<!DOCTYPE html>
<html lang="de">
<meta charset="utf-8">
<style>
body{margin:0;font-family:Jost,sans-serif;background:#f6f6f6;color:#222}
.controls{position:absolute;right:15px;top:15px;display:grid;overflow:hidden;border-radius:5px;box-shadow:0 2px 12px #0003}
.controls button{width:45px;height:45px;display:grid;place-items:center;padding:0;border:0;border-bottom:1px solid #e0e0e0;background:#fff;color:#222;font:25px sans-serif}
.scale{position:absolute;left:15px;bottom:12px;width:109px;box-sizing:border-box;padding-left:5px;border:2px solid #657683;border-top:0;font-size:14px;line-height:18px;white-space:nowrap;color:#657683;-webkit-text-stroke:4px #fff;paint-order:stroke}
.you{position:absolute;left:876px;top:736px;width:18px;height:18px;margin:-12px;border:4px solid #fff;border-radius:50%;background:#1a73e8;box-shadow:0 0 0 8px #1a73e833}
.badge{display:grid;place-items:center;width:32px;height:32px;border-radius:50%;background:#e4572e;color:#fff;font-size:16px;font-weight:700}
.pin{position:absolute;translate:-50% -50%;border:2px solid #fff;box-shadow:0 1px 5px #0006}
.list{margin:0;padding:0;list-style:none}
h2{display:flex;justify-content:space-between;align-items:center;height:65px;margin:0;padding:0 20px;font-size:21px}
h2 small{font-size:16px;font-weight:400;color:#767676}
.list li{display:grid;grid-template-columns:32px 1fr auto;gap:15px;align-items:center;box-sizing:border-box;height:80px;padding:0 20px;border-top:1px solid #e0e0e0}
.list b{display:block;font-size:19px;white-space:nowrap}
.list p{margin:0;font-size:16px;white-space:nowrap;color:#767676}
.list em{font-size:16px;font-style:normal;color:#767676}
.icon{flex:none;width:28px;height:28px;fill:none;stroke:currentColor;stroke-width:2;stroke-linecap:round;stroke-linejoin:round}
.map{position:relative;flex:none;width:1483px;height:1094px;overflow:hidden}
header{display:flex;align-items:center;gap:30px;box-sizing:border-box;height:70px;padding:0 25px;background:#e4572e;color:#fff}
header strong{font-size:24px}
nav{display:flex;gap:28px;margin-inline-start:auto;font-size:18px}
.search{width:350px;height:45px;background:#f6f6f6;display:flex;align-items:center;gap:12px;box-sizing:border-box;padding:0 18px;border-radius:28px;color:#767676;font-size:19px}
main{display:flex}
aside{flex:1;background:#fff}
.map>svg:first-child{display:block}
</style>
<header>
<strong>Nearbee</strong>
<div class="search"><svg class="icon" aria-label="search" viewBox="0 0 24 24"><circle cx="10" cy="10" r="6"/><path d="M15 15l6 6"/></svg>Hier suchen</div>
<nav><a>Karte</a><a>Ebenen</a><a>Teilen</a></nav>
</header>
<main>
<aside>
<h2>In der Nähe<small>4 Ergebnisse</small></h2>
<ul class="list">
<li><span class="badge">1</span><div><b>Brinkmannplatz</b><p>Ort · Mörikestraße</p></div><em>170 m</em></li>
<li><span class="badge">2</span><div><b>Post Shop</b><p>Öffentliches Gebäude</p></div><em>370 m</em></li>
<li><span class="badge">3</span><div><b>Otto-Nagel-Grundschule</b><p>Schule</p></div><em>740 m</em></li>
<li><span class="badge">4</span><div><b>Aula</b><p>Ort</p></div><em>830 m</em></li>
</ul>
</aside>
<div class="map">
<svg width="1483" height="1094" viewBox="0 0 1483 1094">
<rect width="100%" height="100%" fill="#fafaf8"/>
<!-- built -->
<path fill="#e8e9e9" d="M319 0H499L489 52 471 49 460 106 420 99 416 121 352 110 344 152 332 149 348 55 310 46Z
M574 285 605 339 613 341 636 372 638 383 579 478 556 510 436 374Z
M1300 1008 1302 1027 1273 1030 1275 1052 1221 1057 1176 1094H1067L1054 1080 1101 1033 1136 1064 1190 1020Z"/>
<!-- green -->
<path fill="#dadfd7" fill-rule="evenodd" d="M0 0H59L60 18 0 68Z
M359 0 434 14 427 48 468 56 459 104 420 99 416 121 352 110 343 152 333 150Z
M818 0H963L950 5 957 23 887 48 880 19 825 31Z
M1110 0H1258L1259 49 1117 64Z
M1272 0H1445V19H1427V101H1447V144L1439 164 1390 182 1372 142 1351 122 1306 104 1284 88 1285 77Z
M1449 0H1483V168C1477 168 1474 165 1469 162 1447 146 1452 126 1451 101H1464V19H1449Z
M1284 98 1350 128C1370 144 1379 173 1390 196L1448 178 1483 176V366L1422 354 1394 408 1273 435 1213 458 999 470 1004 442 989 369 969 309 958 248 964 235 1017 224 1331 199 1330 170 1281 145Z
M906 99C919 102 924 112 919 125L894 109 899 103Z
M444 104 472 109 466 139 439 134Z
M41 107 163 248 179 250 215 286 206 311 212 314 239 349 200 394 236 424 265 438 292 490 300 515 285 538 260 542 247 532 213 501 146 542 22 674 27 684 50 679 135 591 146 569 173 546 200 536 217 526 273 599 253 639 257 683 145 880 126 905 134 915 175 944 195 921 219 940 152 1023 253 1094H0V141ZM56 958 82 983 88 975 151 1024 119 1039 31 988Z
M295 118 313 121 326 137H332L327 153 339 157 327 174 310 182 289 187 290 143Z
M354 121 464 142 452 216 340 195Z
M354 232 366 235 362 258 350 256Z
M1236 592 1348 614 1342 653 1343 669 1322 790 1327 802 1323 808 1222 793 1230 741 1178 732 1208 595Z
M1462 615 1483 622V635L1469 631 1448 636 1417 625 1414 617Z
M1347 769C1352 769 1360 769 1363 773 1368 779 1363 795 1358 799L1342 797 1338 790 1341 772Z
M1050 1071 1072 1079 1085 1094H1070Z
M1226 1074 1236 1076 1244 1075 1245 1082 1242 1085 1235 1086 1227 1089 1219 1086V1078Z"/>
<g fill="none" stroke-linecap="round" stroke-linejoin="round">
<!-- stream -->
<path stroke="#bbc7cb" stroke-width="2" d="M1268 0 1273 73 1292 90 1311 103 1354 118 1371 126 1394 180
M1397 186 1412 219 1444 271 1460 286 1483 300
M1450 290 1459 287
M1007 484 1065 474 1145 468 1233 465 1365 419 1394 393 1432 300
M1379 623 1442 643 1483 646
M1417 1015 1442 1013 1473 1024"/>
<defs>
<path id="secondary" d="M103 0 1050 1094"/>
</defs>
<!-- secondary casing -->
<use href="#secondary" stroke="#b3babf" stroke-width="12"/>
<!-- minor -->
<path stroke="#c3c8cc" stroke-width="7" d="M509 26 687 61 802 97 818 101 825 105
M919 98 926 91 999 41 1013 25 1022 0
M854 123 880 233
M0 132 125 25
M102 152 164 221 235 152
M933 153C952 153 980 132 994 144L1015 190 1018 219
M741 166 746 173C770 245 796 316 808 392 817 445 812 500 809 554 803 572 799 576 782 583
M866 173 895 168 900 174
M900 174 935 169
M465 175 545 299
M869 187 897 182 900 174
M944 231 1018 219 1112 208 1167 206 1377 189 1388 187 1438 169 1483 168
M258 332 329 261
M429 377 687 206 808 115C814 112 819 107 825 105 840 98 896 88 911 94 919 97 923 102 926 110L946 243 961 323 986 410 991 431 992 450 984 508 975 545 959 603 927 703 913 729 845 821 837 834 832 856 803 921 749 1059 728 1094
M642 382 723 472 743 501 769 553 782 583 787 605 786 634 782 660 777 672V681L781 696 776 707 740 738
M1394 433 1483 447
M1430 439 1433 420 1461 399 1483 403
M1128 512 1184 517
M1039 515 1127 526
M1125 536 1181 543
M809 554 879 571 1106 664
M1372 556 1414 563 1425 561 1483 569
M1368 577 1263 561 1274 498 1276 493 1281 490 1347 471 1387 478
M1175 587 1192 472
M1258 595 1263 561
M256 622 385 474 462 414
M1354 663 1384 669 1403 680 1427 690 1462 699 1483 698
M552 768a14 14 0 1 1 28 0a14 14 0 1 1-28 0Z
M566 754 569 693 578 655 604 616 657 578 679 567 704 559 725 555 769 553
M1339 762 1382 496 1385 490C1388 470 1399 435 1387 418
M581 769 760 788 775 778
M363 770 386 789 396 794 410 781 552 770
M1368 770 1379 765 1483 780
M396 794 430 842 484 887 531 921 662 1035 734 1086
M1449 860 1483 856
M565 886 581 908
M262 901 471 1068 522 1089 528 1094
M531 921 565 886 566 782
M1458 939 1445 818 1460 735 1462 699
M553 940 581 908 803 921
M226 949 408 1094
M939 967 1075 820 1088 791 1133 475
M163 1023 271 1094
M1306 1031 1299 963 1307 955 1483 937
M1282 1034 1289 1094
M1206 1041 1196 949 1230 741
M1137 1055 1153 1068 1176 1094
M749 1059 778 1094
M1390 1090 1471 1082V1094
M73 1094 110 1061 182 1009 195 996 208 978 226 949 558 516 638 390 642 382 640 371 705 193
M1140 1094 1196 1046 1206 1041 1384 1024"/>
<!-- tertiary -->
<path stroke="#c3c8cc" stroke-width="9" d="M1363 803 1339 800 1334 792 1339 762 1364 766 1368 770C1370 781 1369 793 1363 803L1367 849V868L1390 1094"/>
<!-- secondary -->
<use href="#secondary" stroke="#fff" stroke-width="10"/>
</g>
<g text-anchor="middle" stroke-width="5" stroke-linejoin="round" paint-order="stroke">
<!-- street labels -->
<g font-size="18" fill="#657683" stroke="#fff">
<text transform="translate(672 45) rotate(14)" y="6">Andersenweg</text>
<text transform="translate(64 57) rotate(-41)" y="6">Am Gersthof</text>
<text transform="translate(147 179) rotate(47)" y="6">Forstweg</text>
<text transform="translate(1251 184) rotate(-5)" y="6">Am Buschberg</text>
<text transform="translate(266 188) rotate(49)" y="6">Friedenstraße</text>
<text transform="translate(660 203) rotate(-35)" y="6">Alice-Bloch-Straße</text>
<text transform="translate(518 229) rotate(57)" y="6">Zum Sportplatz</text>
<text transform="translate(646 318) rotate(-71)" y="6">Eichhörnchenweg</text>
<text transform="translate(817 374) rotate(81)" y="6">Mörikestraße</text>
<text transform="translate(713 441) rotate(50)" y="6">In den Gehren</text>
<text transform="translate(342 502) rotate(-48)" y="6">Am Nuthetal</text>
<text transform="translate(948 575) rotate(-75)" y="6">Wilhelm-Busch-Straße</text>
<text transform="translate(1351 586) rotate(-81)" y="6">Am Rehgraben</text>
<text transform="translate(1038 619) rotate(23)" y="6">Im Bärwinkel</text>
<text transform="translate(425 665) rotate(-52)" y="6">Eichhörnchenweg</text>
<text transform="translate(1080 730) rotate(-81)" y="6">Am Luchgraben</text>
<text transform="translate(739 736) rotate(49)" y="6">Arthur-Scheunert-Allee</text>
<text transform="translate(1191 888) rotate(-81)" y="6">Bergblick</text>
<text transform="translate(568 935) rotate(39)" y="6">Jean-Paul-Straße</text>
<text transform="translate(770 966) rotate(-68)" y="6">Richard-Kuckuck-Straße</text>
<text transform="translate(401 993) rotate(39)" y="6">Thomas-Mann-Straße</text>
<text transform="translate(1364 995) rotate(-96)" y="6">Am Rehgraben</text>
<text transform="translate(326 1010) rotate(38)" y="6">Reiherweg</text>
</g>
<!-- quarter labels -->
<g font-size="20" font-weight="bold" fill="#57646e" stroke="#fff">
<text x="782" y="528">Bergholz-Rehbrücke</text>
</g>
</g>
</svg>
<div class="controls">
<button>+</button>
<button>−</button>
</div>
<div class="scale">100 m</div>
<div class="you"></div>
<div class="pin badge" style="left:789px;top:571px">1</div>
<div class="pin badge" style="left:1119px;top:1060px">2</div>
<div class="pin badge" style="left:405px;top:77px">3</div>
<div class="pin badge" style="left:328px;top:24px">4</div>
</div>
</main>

•••••

*WHAT IS REQUIRED*: Filter the entries above and keep only the lines with the word "scale".

*EXPECTED ANSWER*:
.scale{position:absolute;left:15px;bottom:12px;width:109px;box-sizing:border-box;padding-left:5px;border:2px solid #657683;border-top:0;font-size:14px;line-height:18px;white-space:nowrap;color:#657683;-webkit-text-stroke:4px #fff;paint-order:stroke}
<div class="scale">100 m</div>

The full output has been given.